Apple supported dual GPUs before the 2013 “trash can” Mac Pro. In 2012, the “cheese grater” Mac Pro had a stock configuration that came with two AMD Radeon HD 5770 GPUs.

A dual-GPU, modular Mac Pro (mid-2012) — Photo: Tom Park / CC BY-SA

As with the GPUs in the subsequent 2013 Mac Pro, these were considered to be mid-range, not high-end. They are rated under 110-watts TDP, so they draw less wattage and generate less heat than high-end GPUs (250 watts TDP is typical nowadays) of the sort that you’d want in a workstation-class tower.

“But you could replace those cards with more powerful ones,” one might say.
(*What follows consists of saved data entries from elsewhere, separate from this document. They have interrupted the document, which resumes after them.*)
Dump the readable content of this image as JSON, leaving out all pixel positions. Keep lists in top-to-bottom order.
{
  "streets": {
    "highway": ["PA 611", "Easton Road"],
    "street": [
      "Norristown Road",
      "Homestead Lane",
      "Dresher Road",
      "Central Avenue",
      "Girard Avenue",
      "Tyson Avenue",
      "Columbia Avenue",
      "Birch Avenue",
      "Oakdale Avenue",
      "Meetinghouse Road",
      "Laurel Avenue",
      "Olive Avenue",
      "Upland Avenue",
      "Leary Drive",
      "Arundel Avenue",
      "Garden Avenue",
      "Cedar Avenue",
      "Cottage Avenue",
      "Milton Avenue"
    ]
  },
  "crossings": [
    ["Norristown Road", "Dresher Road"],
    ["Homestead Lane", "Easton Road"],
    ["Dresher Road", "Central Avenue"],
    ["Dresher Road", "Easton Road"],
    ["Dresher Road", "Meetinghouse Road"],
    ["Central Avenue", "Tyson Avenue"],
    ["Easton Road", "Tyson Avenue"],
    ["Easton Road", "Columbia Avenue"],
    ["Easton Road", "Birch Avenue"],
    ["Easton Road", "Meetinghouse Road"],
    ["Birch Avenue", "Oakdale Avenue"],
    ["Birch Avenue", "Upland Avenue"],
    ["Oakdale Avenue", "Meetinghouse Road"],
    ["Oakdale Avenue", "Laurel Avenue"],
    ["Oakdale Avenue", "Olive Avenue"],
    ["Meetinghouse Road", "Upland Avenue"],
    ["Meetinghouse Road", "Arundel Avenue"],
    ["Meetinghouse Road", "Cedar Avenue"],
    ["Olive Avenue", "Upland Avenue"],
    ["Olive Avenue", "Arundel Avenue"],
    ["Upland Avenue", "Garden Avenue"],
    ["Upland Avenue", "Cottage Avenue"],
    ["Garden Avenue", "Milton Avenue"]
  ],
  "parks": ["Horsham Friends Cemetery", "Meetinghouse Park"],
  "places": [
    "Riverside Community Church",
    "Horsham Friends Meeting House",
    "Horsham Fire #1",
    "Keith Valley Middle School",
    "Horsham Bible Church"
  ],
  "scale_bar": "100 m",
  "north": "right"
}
While that’s possible, the box wasn’t designed to allow it.

It has a decent power supply, 980 watts. However, it provides only 150 watts to each video card, or a total of 300 watts. To support a pair of 250-watt GPUs, like the GTX 1080 Ti, you’d have to supply at least 200 watts more power somehow, possibly by wiring additional power cables from the drive bay ports or from the remaining two expansion slots.

Back in 2009–2012 when this Mac Pro model was being built, high-end GPUs tended to be 180–210 watts each, but even then you’d still be short at least 60 watts. In fact, Apple offered an alternative Mac Pro configuration with a single high-end AMD Radeon HD 5870, rated at 228-watts TDP. You couldn’t insert another one without additional custom wiring. The cheese grater case was simply not designed for a pair of high-end GPUs.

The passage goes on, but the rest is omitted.